Unused allowances are not an existential threat to the state’s market for greenhouse gases
Today’s blog is co-authored with fellow EI blogger, Jim Bushnell.
One of the most prominent and most controversial elements of California’s climate policy is a program commonly called “cap and trade.” But that name has never been entirely accurate, and it became less so with the legislation adopted last summer to extend the program to 2030. Now, a debate surrounding implementation of the new law is making it clear that confusion persists about how the program actually works.
You see, the so-called emissions “cap” in the program automatically adjusts so that it is actually very unlikely to set a hard limit on emissions. If the state’s greenhouse gas (GHG) emissions are lower than the emissions cap, the program puts a floor on the price of the tradable emissions allowances, essentially shrinking the cap to soak up extra allowances at the floor price. And if our emissions are high, it automatically expands the cap by selling all allowances demanded at a pre-determined ceiling price.

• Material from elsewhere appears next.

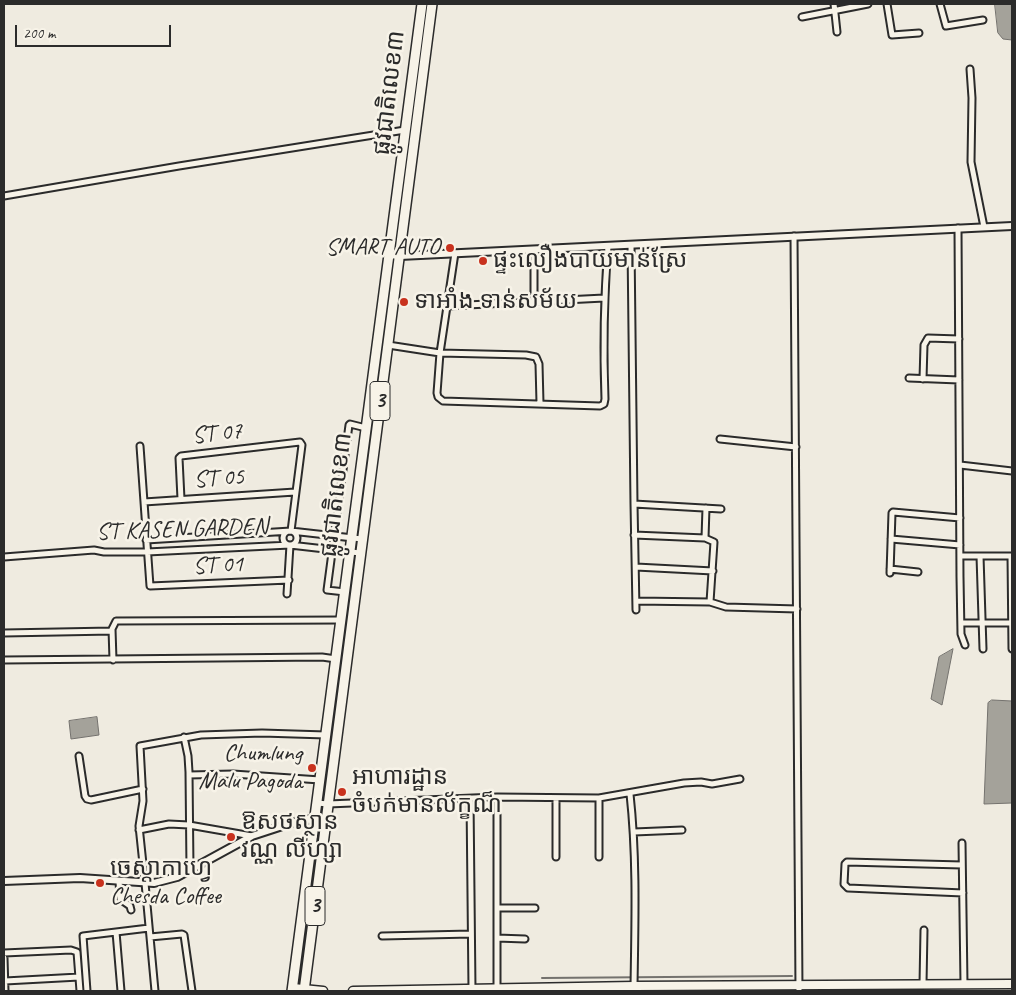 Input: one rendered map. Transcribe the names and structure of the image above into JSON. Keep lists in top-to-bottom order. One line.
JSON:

It is still possible for emissions to end up at the original cap, but only if emissions would be too high at the floor price, yet would scale back to the cap level in response to a price that is still below the ceiling. Our research (co-authored with Frank Wolak), released as an Energy Institute working paper last July, concluded that that is an unlikely outcome, with a probability of around 20% under even the most favorable assumptions.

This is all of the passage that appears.